**Task directions**
Give the records once more, exactly as they stand.

Collected data:
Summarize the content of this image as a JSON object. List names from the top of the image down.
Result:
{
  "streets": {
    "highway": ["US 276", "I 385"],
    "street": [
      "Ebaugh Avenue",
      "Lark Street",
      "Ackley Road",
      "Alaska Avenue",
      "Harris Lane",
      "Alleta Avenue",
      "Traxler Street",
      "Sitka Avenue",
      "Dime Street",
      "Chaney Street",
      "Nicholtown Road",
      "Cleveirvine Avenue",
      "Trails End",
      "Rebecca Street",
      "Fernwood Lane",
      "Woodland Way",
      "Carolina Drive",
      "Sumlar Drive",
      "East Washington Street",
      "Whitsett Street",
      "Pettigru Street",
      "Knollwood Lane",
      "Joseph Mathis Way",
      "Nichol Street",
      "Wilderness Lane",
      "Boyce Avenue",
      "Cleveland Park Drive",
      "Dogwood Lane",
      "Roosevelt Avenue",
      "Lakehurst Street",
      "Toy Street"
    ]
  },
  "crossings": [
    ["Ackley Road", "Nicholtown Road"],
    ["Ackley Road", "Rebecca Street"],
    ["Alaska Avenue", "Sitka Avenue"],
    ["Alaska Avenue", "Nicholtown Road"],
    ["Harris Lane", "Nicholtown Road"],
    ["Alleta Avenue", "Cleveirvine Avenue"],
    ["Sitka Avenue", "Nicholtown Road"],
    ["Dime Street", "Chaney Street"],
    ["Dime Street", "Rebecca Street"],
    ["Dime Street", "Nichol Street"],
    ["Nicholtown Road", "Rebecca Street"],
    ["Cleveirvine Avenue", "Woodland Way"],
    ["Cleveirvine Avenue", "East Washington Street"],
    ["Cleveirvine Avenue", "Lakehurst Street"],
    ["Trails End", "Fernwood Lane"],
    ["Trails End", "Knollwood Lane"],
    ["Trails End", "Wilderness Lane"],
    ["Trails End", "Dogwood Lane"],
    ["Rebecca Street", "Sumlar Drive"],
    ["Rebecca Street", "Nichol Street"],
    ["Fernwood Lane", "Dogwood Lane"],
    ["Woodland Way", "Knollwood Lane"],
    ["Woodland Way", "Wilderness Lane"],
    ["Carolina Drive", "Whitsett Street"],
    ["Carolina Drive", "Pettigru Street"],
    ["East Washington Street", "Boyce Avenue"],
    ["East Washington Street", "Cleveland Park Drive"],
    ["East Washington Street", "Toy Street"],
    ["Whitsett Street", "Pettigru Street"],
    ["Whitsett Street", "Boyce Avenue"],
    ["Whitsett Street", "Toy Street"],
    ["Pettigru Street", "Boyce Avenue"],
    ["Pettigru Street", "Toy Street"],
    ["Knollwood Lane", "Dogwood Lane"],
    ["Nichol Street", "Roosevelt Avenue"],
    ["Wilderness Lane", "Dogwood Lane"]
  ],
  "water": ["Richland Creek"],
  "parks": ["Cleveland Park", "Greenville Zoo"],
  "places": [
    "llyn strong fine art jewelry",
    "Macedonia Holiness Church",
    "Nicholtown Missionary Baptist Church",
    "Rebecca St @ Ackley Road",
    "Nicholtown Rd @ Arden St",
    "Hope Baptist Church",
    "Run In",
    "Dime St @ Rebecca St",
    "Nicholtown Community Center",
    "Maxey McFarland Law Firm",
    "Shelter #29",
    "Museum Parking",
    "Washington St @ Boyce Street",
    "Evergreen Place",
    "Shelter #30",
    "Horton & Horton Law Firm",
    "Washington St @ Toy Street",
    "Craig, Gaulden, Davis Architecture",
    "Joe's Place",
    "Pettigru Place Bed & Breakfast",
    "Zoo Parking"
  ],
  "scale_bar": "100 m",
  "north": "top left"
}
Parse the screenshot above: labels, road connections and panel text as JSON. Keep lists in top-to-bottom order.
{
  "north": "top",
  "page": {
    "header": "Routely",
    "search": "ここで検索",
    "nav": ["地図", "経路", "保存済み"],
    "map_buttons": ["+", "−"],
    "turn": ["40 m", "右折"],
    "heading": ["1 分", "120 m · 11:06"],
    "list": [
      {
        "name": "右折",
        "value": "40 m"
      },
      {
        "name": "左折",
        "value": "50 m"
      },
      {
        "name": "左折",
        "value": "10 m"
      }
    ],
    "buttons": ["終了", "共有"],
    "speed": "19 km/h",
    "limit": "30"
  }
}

**Solved problem**
Summarize the content of this image as a JSON object. List names from the top of the image down.
Result:
{
  "streets": {
    "highway": ["US 276", "I 385"],
    "street": [
      "Ebaugh Avenue",
      "Lark Street",
      "Ackley Road",
      "Alaska Avenue",
      "Harris Lane",
      "Alleta Avenue",
      "Traxler Street",
      "Sitka Avenue",
      "Dime Street",
      "Chaney Street",
      "Nicholtown Road",
      "Cleveirvine Avenue",
      "Trails End",
      "Rebecca Street",
      "Fernwood Lane",
      "Woodland Way",
      "Carolina Drive",
      "Sumlar Drive",
      "East Washington Street",
      "Whitsett Street",
      "Pettigru Street",
      "Knollwood Lane",
      "Joseph Mathis Way",
      "Nichol Street",
      "Wilderness Lane",
      "Boyce Avenue",
      "Cleveland Park Drive",
      "Dogwood Lane",
      "Roosevelt Avenue",
      "Lakehurst Street",
      "Toy Street"
    ]
  },
  "crossings": [
    ["Ackley Road", "Nicholtown Road"],
    ["Ackley Road", "Rebecca Street"],
    ["Alaska Avenue", "Sitka Avenue"],
    ["Alaska Avenue", "Nicholtown Road"],
    ["Harris Lane", "Nicholtown Road"],
    ["Alleta Avenue", "Cleveirvine Avenue"],
    ["Sitka Avenue", "Nicholtown Road"],
    ["Dime Street", "Chaney Street"],
    ["Dime Street", "Rebecca Street"],
    ["Dime Street", "Nichol Street"],
    ["Nicholtown Road", "Rebecca Street"],
    ["Cleveirvine Avenue", "Woodland Way"],
    ["Cleveirvine Avenue", "East Washington Street"],
    ["Cleveirvine Avenue", "Lakehurst Street"],
    ["Trails End", "Fernwood Lane"],
    ["Trails End", "Knollwood Lane"],
    ["Trails End", "Wilderness Lane"],
    ["Trails End", "Dogwood Lane"],
    ["Rebecca Street", "Sumlar Drive"],
    ["Rebecca Street", "Nichol Street"],
    ["Fernwood Lane", "Dogwood Lane"],
    ["Woodland Way", "Knollwood Lane"],
    ["Woodland Way", "Wilderness Lane"],
    ["Carolina Drive", "Whitsett Street"],
    ["Carolina Drive", "Pettigru Street"],
    ["East Washington Street", "Boyce Avenue"],
    ["East Washington Street", "Cleveland Park Drive"],
    ["East Washington Street", "Toy Street"],
    ["Whitsett Street", "Pettigru Street"],
    ["Whitsett Street", "Boyce Avenue"],
    ["Whitsett Street", "Toy Street"],
    ["Pettigru Street", "Boyce Avenue"],
    ["Pettigru Street", "Toy Street"],
    ["Knollwood Lane", "Dogwood Lane"],
    ["Nichol Street", "Roosevelt Avenue"],
    ["Wilderness Lane", "Dogwood Lane"]
  ],
  "water": ["Richland Creek"],
  "parks": ["Cleveland Park", "Greenville Zoo"],
  "places": [
    "llyn strong fine art jewelry",
    "Macedonia Holiness Church",
    "Nicholtown Missionary Baptist Church",
    "Rebecca St @ Ackley Road",
    "Nicholtown Rd @ Arden St",
    "Hope Baptist Church",
    "Run In",
    "Dime St @ Rebecca St",
    "Nicholtown Community Center",
    "Maxey McFarland Law Firm",
    "Shelter #29",
    "Museum Parking",
    "Washington St @ Boyce Street",
    "Evergreen Place",
    "Shelter #30",
    "Horton & Horton Law Firm",
    "Washington St @ Toy Street",
    "Craig, Gaulden, Davis Architecture",
    "Joe's Place",
    "Pettigru Place Bed & Breakfast",
    "Zoo Parking"
  ],
  "scale_bar": "100 m",
  "north": "top left"
}
Parse the screenshot above: labels, road connections and panel text as JSON. Keep lists in top-to-bottom order.
{
  "north": "top",
  "page": {
    "header": "Routely",
    "search": "ここで検索",
    "nav": ["地図", "経路", "保存済み"],
    "map_buttons": ["+", "−"],
    "turn": ["40 m", "右折"],
    "heading": ["1 分", "120 m · 11:06"],
    "list": [
      {
        "name": "右折",
        "value": "40 m"
      },
      {
        "name": "左折",
        "value": "50 m"
      },
      {
        "name": "左折",
        "value": "10 m"
      }
    ],
    "buttons": ["終了", "共有"],
    "speed": "19 km/h",
    "limit": "30"
  }
}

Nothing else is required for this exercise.